2 cups peeled and diced (1/4 inch) hothouse cucumber, seeded
2 cups diced (1/4 inch) bell pepper (red, yellow or orange)
2 cups diced (1/4 inch) ripe tomato
1/2 cup diced (1/4 inch) red onion (soaked in water and a bit of vinegar for at least 20 minutes - this makes raw onion much more palatable by removing the strong aftertaste)
2 cups high-quality tomato juice (Knudsen recommended)
1/2 cup red-wine vinegar
1/3 cup extra-virgin olive oil
1/4 cup cilantro, chopped
1 clove garlic
Sea salt and pepper, to taste
3 slices bread, medium diced
4 tablespoons olive oil
Salt to taste
Optional: Seasoned sea salt to rim glass
1) Preheat oven to 400 degrees. Toss bread with olive oil and salt, spread on baking sheet lined with parchment paper, and place in center of oven. Toast approx. 10 minutes (or until golden brown), turning once. Remove and allow to cool.

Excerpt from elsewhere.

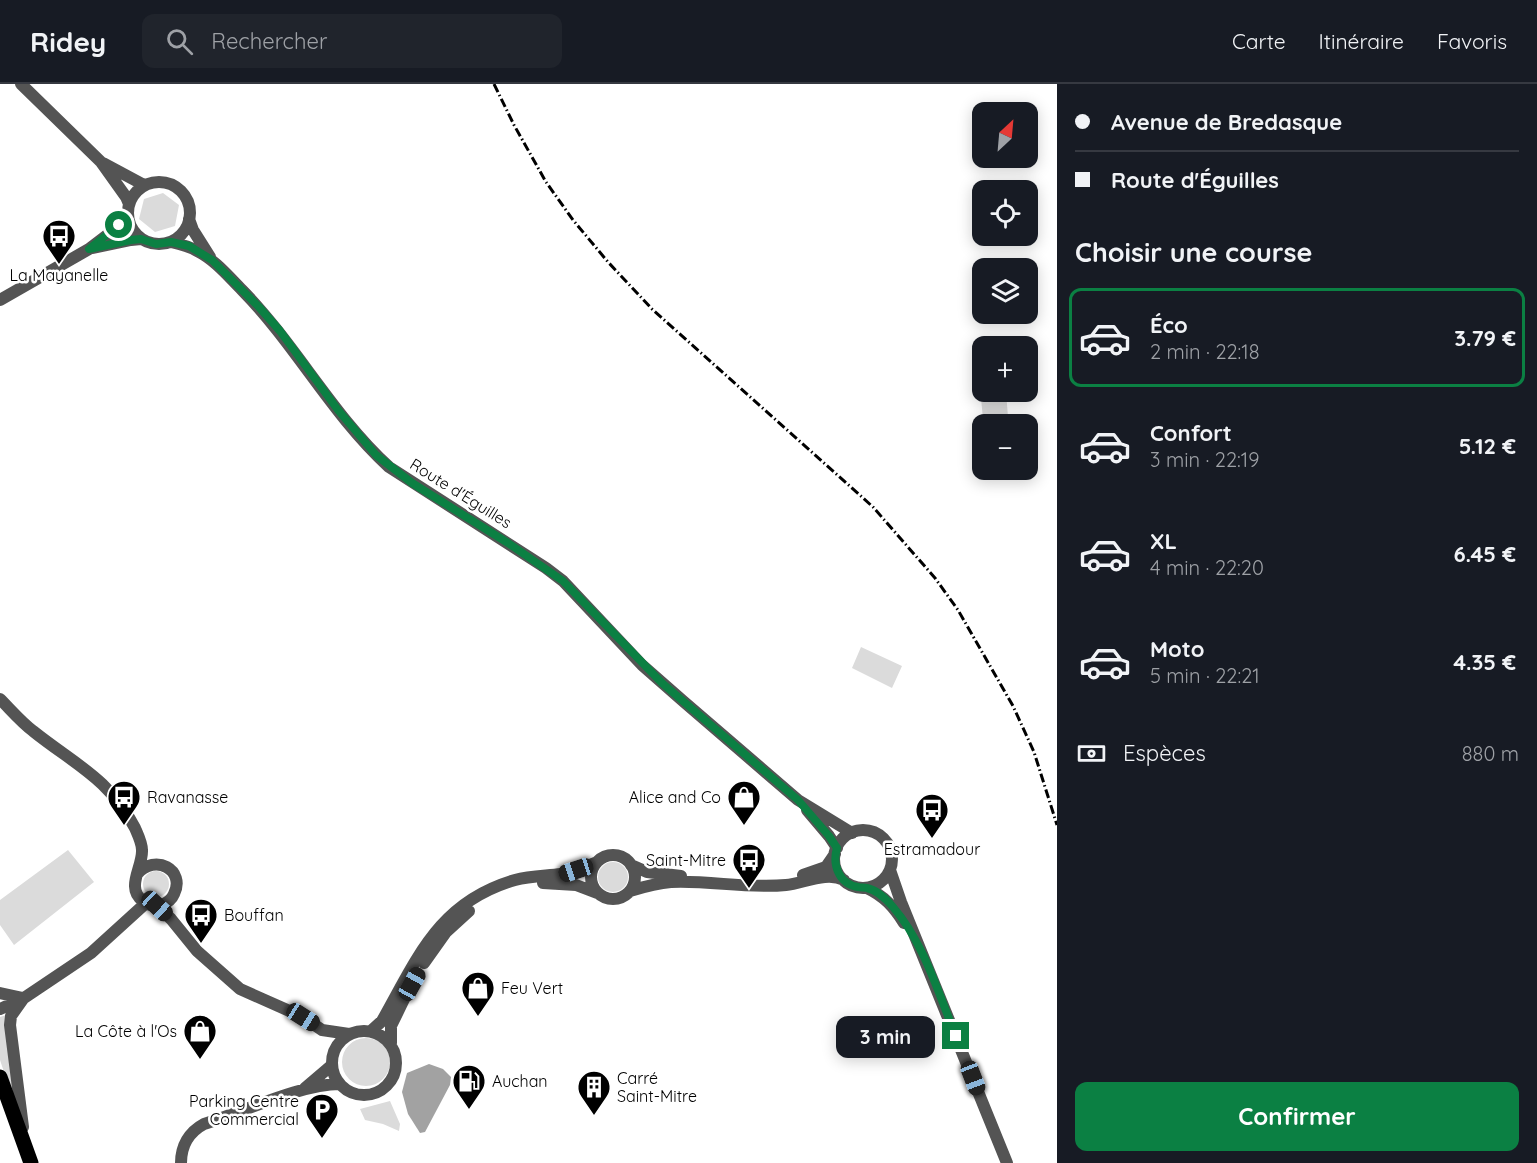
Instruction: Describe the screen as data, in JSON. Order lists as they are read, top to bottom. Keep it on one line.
{"streets":{"street":["Route d'Éguilles"]},"places":{"bus stop":["La Mayanelle","Ravanasse","Estramadour","Saint-Mitre","Bouffan"],"shop":["Alice and Co","Feu Vert","La Côte à l'Os"],"fuel station":["Auchan"],"building":["Carré Saint-Mitre"],"parking":["Parking Centre Commercial"]},"north":"top right","page":{"header":"Ridey","search":"Rechercher","nav":["Carte","Itinéraire","Favoris"],"banner":["Avenue de Bredasque","Route d'Éguilles"],"map_buttons":["+","−"],"heading":"Choisir une course","list":[{"name":"Éco","note":"2 min · 22:18","value":"3.79 €"},{"name":"Confort","note":"3 min · 22:19","value":"5.12 €"},{"name":"XL","note":"4 min · 22:20","value":"6.45 €"},{"name":"Moto","note":"5 min · 22:21","value":"4.35 €"}],"pay":["Espèces","880 m"],"bubble":"3 min","buttons":"Confirmer"}}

2) While croutons toast, place the diced vegetables in a large bowl. Add the tomato juice, vinegar (reserve a few tablespoons), oil and cilantro (reserve a bit for garnish).
3) In a mortar and pestle, mash garlic with salt and 3 croutons. Add to soup mixture.
4) Transfer half of the mixture to a blender and pulse to coarsely puree. Return to the bowl, and stir to combine. Season with salt and pepper and remaining vinegar if needed (it should taste almost spicy from the vinegar, but not be overly acidic).
5) For serving, rim glasses in seasoned salt if desired. Garnish with croutons and cilantro.
Servings: 4 - 6 bowls. Adapted from “Farmstand Gazpacho,” Parade Magazine, June 2008.
Tomatoes – Contain lycopene (a red carotene) that prevents diseases (including cancer and heart disease) by neutralizing harmful oxygen free radicals before they can do damage to cellular structures.
Cucumber – An excellent source of silica, a trace mineral that contributes to connective tissue strength.
Bell peppers – Protective against cataracts (possibly due to vitamin C and beta-carotene). Capsaicin, flavonoids and vitamin C also shown to prevent blood clots and reduce risk of heart attacks and strokes (similar to chili peppers, though not as concentrated).